* _Aim of the exercise_: Faithfully repeat each entry below, minus the pictures.

* _Material provided_:
◇ ◇ ◇ ◇

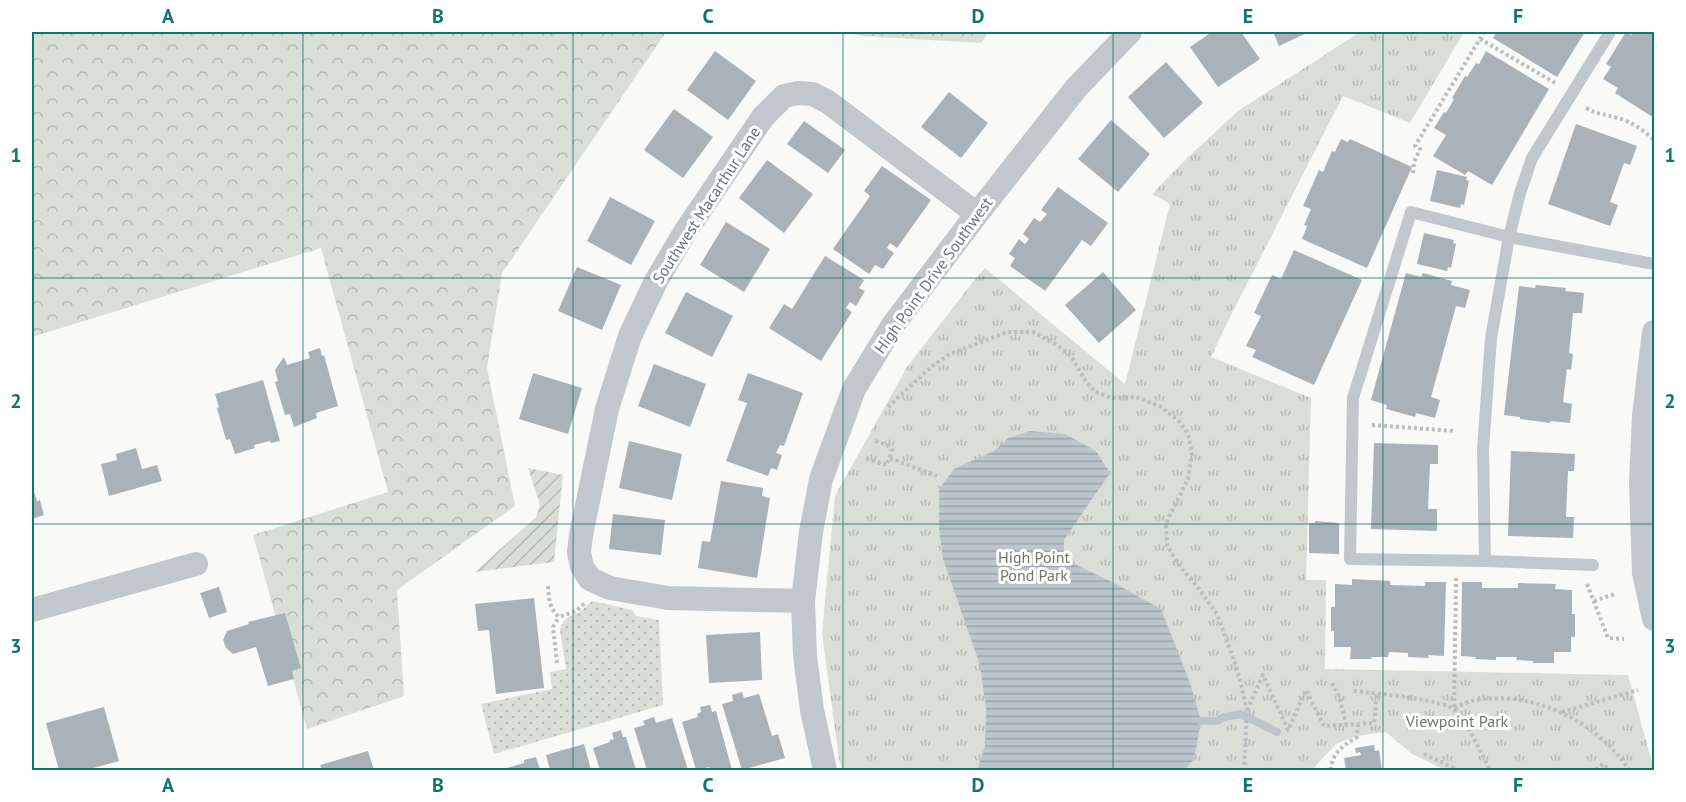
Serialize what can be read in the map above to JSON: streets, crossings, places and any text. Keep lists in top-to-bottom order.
{
  "streets": {
    "street": ["Southwest Macarthur Lane", "High Point Drive Southwest"]
  },
  "crossings": [
    ["Southwest Macarthur Lane", "High Point Drive Southwest"]
  ],
  "parks": ["High Point Pond Park", "Viewpoint Park"],
  "grid": {
    "columns": [
      "A",
      "B",
      "C",
      "D",
      "E",
      "F"
    ],
    "rows": ["1", "2", "3"]
  }
}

◇ ◇ ◇ ◇

* _Solution_:
Serialize what can be read in the map above to JSON: streets, crossings, places and any text. Keep lists in top-to-bottom order.
{
  "streets": {
    "street": ["Southwest Macarthur Lane", "High Point Drive Southwest"]
  },
  "crossings": [
    ["Southwest Macarthur Lane", "High Point Drive Southwest"]
  ],
  "parks": ["High Point Pond Park", "Viewpoint Park"],
  "grid": {
    "columns": [
      "A",
      "B",
      "C",
      "D",
      "E",
      "F"
    ],
    "rows": ["1", "2", "3"]
  }
}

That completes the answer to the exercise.